#### [PROVIDED RECORDS]
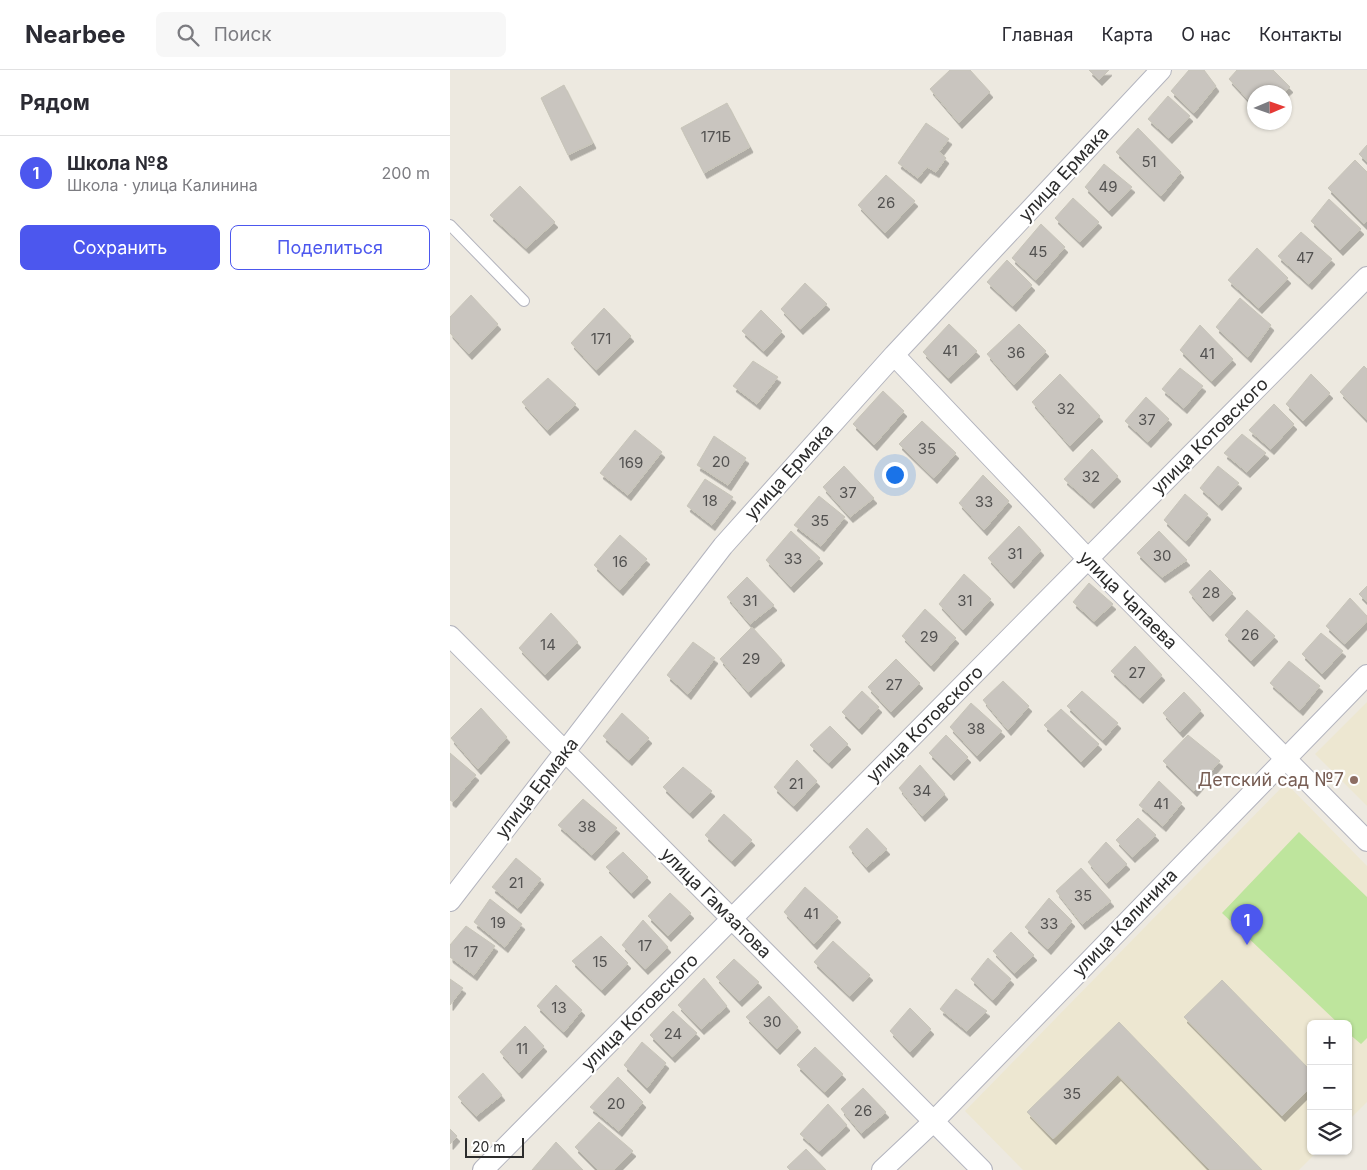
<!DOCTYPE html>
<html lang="ru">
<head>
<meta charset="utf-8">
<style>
	:root { --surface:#fff; --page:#f7f7f7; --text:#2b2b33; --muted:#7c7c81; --line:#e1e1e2; --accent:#4c57ee }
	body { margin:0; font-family:Inter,sans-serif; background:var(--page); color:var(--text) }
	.controls { position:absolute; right:15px; bottom:15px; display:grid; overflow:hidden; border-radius:8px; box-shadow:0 1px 4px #0004 }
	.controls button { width:45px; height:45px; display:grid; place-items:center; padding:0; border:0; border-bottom:1px solid var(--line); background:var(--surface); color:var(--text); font:25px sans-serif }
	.compass { position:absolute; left:797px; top:15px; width:45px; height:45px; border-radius:50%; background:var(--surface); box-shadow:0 1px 4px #0004; rotate:88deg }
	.scale { position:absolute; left:15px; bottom:12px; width:59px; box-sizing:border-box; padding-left:5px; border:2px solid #2c2c2c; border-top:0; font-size:14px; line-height:18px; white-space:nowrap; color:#2c2c2c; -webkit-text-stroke:4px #fff; paint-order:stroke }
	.you { position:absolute; left:444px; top:404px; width:18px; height:18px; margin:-12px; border:4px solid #fff; border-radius:50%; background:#1a73e8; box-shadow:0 0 0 8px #1a73e833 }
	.badge { display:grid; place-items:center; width:32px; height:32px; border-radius:50%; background:var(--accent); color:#fff; font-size:16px; font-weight:700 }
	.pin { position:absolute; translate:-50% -41px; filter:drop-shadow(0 1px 2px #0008) }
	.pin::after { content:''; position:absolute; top:26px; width:18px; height:15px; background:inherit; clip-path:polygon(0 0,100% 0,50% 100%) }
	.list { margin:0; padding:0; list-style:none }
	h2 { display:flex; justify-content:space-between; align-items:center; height:65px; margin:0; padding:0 20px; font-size:21px }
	h2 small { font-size:16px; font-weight:400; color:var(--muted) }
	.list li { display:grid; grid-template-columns:32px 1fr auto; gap:15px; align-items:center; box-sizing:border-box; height:75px; padding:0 20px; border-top:1px solid var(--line) }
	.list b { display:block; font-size:19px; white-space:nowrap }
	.list p { margin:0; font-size:16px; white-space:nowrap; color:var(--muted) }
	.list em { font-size:16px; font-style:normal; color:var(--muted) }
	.actions { display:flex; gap:10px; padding:15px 20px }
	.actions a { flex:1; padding:11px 0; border:1px solid var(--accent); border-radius:8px; text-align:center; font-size:18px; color:var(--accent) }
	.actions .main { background:var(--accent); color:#fff }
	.icon { flex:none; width:28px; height:28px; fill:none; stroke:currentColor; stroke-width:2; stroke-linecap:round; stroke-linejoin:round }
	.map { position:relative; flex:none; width:917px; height:1100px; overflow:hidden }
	header { display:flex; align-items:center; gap:30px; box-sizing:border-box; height:70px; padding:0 25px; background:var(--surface); border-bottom:1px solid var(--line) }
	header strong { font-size:24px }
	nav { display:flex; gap:28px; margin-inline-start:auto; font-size:18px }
	.search { width:350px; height:45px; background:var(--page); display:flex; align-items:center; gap:12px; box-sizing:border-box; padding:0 18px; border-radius:8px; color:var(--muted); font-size:19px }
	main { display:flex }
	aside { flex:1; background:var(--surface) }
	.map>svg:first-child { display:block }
</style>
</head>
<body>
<header>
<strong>Nearbee</strong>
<div class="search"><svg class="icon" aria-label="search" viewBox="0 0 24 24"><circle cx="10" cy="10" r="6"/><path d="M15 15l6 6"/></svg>Поиск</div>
<nav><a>Главная</a><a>Карта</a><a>О нас</a><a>Контакты</a></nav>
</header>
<main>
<aside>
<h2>Рядом<small></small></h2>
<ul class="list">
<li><span class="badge">1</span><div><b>Школа №8</b><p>Школа · улица Калинина</p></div><em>200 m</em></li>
</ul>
<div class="actions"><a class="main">Сохранить</a><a>Поделиться</a></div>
</aside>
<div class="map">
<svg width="917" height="1100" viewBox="0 0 917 1100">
	<defs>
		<filter id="shadow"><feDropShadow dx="3" dy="5.5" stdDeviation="0" flood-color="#0004"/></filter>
	</defs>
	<rect width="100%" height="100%" fill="#ede9e0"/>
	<path fill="#ede7d1" d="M917,632V736L865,684Z
		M836,713L917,796V1032L898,1051V954H861V1081H868L849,1100H573L515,1041Z"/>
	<path fill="#bee59d" d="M849,762L917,827V968L911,974L898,963V954H889L772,843Z"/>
	<path fill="#c9c5bf" stroke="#c8c5b9" filter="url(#shadow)" d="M500,0H520L540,22L509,53L480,19Z
		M639,0H659L649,10Z
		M739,0H754L766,16L744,43L721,21Z
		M787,0H823L840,17L834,22H804V36L779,9Z
		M114,15L143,73L118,85L91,28Z
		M718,26L740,46L719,68L698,49Z
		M277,33L300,77L254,103L231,58Z
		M476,53L499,69L489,82L496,88L486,102L477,97L468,108L448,93Z
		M688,58L731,102L711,126L666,82Z
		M917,75V92L909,84Z
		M905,90L917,102V151L914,154L878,118Z
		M654,94L682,117L659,141L635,117Z
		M436,105L465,131L435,163L408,135Z
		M70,116L105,152L76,178L40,145Z
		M623,128L649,152L630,172L605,148Z
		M879,129L911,159L890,180L861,151Z
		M591,154L615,177L586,210L562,188Z
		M851,162L882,189L859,214L828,186Z
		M807,178L838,208L809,238L778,210Z
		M557,190L582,215L563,236L537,212Z
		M355,213L377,234L350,259L331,239Z
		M21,225L48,254L19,284L0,263V247Z
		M790,228L821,255L798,287L766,257Z
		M154,238L181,266L146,300L121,273Z
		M311,240L332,261L314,281L292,261Z
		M499,254L527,281L498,308L473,282Z
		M569,254L596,281L564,315L537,284Z
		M750,255L783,289L762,311L730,280Z
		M303,291L328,307L307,334L283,316Z
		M914,296L917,299V350L890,322Z
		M730,298L753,316L734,338L712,319Z
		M610,304L650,346L620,376L582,332Z
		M861,304L880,323L853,351L836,334Z
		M98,308L126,334L97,360L72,332Z
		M433,321L454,341L424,375L403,354Z
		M696,327L719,349L698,372L675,351Z
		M824,334L844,354L821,379L799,360Z
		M472,351L506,383L484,408L449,374Z
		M185,360L212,382L178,425L150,403Z
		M792,364L816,383L797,402L774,383Z
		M264,366L296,388L278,415L247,395Z
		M642,379L668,406L641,433L614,409Z
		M394,396L424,428L400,447L373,417Z
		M768,396L789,413L769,435L750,418Z
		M533,405L559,431L534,460L509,433Z
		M255,409L283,427L262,455L237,436Z
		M735,424L758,444L736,471L714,450Z
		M369,426L395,447L371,476L344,455Z
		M569,456L591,480L561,513L538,488Z
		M341,461L370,488L341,517L316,490Z
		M709,461L737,490L712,507L687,483Z
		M170,465L197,489L170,520L144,495Z
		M760,500L783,523L760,546L739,522Z
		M514,504L541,529L513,560L489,534Z
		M297,507L324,535L300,554L277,527Z
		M639,513L663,534L644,551L623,532Z
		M917,516V532L909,524Z
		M900,528L917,546V551L895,574L876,556Z
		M475,539L506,568L481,596L452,566Z
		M797,540L825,566L801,591L775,565Z
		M101,543L128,572L95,605L69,578Z
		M302,557L332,590L298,622L270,589Z
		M871,563L893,581L872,604L852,584Z
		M243,572L265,588L238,624L217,605Z
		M685,576L712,605L690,628L661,601Z
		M446,589L470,613L441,642L418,617Z
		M839,591L870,616L850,640L820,613Z
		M553,611L579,636L558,660L533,630Z
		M412,621L429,637L409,659L392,642Z
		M632,621L668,653L653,670L617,636Z
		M734,622L751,640L730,662L713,643Z
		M521,633L552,661L527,686L500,657Z
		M31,638L57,667L28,699L1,668Z
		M611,639L649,674L631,692L594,655Z
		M172,643L199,668L179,690L153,666Z
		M380,656L398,674L379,693L360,675Z
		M496,665L518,687L501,705L479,683Z
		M738,665L770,691L744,721L713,691Z
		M0,683L26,705L3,732L0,730Z
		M347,690L367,711L344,736L324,717Z
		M470,695L495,724L472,746L449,718Z
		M233,697L262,721L240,743L213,717Z
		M709,711L732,733L713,756L689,735Z
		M133,729L167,758L142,785L108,755Z
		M274,744L302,770L282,791L255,765Z
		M688,748L706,765L682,787L666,770Z
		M417,758L437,779L416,797L399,777Z
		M656,772L677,794L656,813L638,792Z
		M173,782L198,807L181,823L156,797Z
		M66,788L91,809L68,838L42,817Z
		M631,798L661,831L632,854L606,821Z
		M355,817L388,847L364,874L334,842Z
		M220,823L241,843L218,866L198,846Z
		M599,828L622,851L598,879L575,857Z
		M40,829L72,854L55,877L24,852Z
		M193,850L218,877L195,899L172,875Z
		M16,856L45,876L24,905L0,887V875Z
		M561,862L584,885L564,903L543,881Z
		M151,866L178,893L152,920L122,891Z
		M383,871L420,905L400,926L364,892Z
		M538,888L561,909L543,930L521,909Z
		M284,889L309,912L289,931L266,907Z
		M254,908L277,936L251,959L228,935Z
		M0,909L13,918L0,935Z
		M772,910L861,1001V1017L832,1046L734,947Z
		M106,915L132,940L114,962L87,936Z
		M506,919L537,941L517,961L490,939Z
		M319,926L348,957L327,979L296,947Z
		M460,938L481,959L460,982L440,961Z
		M223,941L247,963L222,987L200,965Z
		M669,952L812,1100H760L668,1005L603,1069L577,1042Z
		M75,956L94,976L69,1003L50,982Z
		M192,972L216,993L197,1018L174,995Z
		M365,977L393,1004L375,1022L347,995Z
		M33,1003L52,1025L26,1046L8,1027Z
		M168,1007L193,1032L169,1061L140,1037Z
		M413,1018L436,1042L411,1063L391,1039Z
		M378,1034L397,1055L369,1081L350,1064Z
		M149,1052L183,1081L164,1100H148L125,1077Z
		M0,1059L7,1066L0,1074Z
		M106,1072L133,1100H82Z
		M356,1079L376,1100H340L337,1097Z"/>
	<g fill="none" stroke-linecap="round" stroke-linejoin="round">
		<g stroke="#b3b4be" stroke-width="12">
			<path id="service" d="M0,155L74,231"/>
		</g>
		<g stroke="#b3b4be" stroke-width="22">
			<path id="minor" d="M444,285L638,489L917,771
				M0,566L532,1100
				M0,831L273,476L444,285L711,0
				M33,1100L917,207
				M432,1100L483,1052L917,605"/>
		</g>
		<use href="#service" stroke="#fff" stroke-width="10"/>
		<use href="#minor" stroke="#fff" stroke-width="20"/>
	</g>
	<circle fill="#8d6e63" stroke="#fff" stroke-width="2" cx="904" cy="710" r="5"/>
	<g text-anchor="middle" stroke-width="4.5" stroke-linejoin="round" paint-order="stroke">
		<g font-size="15" fill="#535251">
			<text x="266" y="72">171Б</text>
			<text x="699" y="97">51</text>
			<text x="658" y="122">49</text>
			<text x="436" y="138">26</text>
			<text x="588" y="187">45</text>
			<text x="855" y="193">47</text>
			<text x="151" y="274">171</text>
			<text x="500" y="286">41</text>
			<text x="566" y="288">36</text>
			<text x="757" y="289">41</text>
			<text x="616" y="344">32</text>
			<text x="697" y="355">37</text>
			<text x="477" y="384">35</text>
			<text x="271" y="397">20</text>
			<text x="181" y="398">169</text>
			<text x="641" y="412">32</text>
			<text x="398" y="428">37</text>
			<text x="260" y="436">18</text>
			<text x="534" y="437">33</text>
			<text x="370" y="456">35</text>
			<text x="565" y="489">31</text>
			<text x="712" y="491">30</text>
			<text x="343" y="494">33</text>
			<text x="170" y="497">16</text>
			<text x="761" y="528">28</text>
			<text x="300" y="536">31</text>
			<text x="515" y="536">31</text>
			<text x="800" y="570">26</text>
			<text x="479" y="572">29</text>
			<text x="98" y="580">14</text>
			<text x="301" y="594">29</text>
			<text x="687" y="608">27</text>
			<text x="444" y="620">27</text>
			<text x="526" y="664">38</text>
			<text x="346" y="719">21</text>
			<text x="472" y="726">34</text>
			<text x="711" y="739">41</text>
			<text x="137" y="762">38</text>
			<text x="66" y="818">21</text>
			<text x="633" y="831">35</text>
			<text x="361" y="849">41</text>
			<text x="48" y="858">19</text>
			<text x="599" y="859">33</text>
			<text x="195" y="881">17</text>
			<text x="21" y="887">17</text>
			<text x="150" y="897">15</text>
			<text x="109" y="943">13</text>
			<text x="322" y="957">30</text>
			<text x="223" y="969">24</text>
			<text x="72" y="984">11</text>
			<text x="622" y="1029">35</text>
			<text x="166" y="1039">20</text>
			<text x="413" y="1046">26</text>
		</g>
		<g font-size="18" fill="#2c2c2c" stroke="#fff">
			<text transform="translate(614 104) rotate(-47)" y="6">улица Ермака</text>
			<text transform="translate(760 366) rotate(-45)" y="6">улица Котовского</text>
			<text transform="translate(339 402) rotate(-48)" y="6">улица Ермака</text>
			<text transform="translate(678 530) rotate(45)" y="6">улица Чапаева</text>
			<text transform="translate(475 654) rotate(-45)" y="6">улица Котовского</text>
			<text transform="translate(87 718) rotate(-52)" y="6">улица Ермака</text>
			<text transform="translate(266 833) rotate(45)" y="6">улица Гамзатова</text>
			<text transform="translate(675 853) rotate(-46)" y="6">улица Калинина</text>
			<text transform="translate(190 942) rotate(-45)" y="6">улица Котовского</text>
		</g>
		<g font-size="18" fill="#785e54" stroke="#fff" text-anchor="end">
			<text x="894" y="716">Детский сад №7</text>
		</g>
	</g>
</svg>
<div class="controls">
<button>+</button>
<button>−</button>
<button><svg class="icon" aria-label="layers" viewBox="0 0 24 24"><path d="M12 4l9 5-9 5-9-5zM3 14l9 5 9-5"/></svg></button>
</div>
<svg class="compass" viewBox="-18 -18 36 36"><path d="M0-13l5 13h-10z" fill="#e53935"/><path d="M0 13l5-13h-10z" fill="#7c7c81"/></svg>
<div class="scale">20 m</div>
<div class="you"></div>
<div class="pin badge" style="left:797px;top:875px">1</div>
</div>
</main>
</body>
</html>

#### [WORK REQUIRED]
Read through the data and copy every line where "compass" shows up.

#### [RESPONSE TO THIS TASK]
	.compass { position:absolute; left:797px; top:15px; width:45px; height:45px; border-radius:50%; background:var(--surface); box-shadow:0 1px 4px #0004; rotate:88deg }
<svg class="compass" viewBox="-18 -18 36 36"><path d="M0-13l5 13h-10z" fill="#e53935"/><path d="M0 13l5-13h-10z" fill="#7c7c81"/></svg>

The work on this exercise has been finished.